ARCHIBALD PLOOM : La Remington est ultra présente dans le recueil à travers la mise en page .

PIERRE MIKAILOFF : Ce n’est pas la Remington qui est présente, c’est l’ordinateur Atari ! La mise en page reproduit fidèlement le traitement de texte de ces vieilles machines.

ARCHIBALD PLOOM : Autant pour moi…  Vos  poèmes sont courts, à la limite du haïku…

PIERRE MIKAILOFF : Oui, mais les références sont plutôt américaines, Brautigan, surtout.

ARCHIBALD PLOOM : Votre princesse Leia traverse l’ensemble du recueil avec la grâce d'une passante et vous comme un extravagant …?

PIERRE MIKAILOFF : Elle l’a tellement traversé qu’elle a disparu corps et biens !

ARCHIBALD PLOOM : L’amour mais sans le dire… L’humour mais sans l’appuyer.

PIERRE MIKAILOFF : C’est la seule façon de jouer avec ces choses, non ?

ARCHIBALD PLOOM : Il y a une espèce de légèreté très XVIII ème dans ces poèmes. Un sens de la formule rapide , concise mais sans jamais négliger l’esprit. 

PIERRE MIKAILOFF : L’amour et les relations humaines sont légères, éphémères, fragiles, mais aussi douloureuses. S’il y avait juste la chair, le problème serait vite réglé, mais il y a aussi l’esprit, d’où la mélancolie quand une histoire fait partie du passé. Mais si on est seulement mélancolique, on emmerde tout le monde.

ARCHIBALD PLOOM : Les noms propres aussi ont leur importance…

PIERRE MIKAILOFF : Bien sûr, les noms propres, les marques… ce sont des points de repère auxquels on s’accroche pour fixer des moments, des époques, des ambiances. Au son des Remington, ça n’a pas le même sens que Au son des iPad. 
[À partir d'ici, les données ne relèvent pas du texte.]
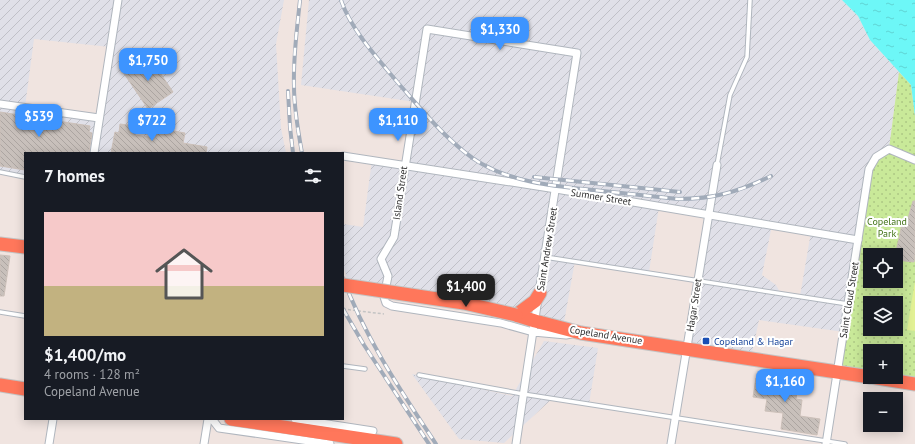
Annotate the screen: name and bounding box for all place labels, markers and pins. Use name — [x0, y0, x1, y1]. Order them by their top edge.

ARCHIBALD PLOOM : Vacances 3 souligne fort bien les malentendus qui se nouent au cœur des histoires d’amour.

PIERRE MIKAILOFF : Les histoires d’amour naissent et se nourrissent de malentendus. Une fille vous croit brillant, gentil, fiable. Elle tombe amoureuse et puis elle découvre… la réalité. 

ARCHIBALD PLOOM : Face B a évidemment un sens particulier lié à votre passé de musicien.

PIERRE MIKAILOFF : Oui, celui-ci est très particulier. C’est une des premières fois où j’écrivais quelque chose dont j’étais fier, je l’ai aussitôt fait écouter à ma fiancée et puis… c’est devenu une face B ! Ça remet l’ego à sa place.

ARCHIBALD PLOOM : Parlez nous du surprenant poème 68 000 ème rêve (Atari Song). Je me suis dit, en le lisant, qu’Apollinaire aurait adoré ce poème. 

PIERRE MIKAILOFF : J’ai du mal à en parler : ce sont des caractères qui sont apparus quand j’ai imprimé le texte pour la première fois. Ghost in the machine ! 

ARCHIBALD PLOOM : Quelques mots sur le vieux SEEBURG dont le démontage referme le recueil.

PIERRE MIKAILOFF : Un écrivain est comme un juke-box, il contient plein d’histoires et on le paye pour les raconter. Et puis un jour, ces histoires n’intéressent plus personne et on range le vieux juke-box à la cave.

ARCHIBALD PLOOM : La dernière question. Vous auriez aimé être britannique ?

PIERRE MIKAILOFF : Comment ne pas avoir envie de naître dans le pays qui a inventé les Beatles et la science-fiction !

ARCHIBALD PLOOM : Autre chose ?

PIERRE MIKAILOFF : Je finirai par une question : je me demande si je dois envoyer ces poèmes à la personne qui les inspirés… La réponse est sûrement non.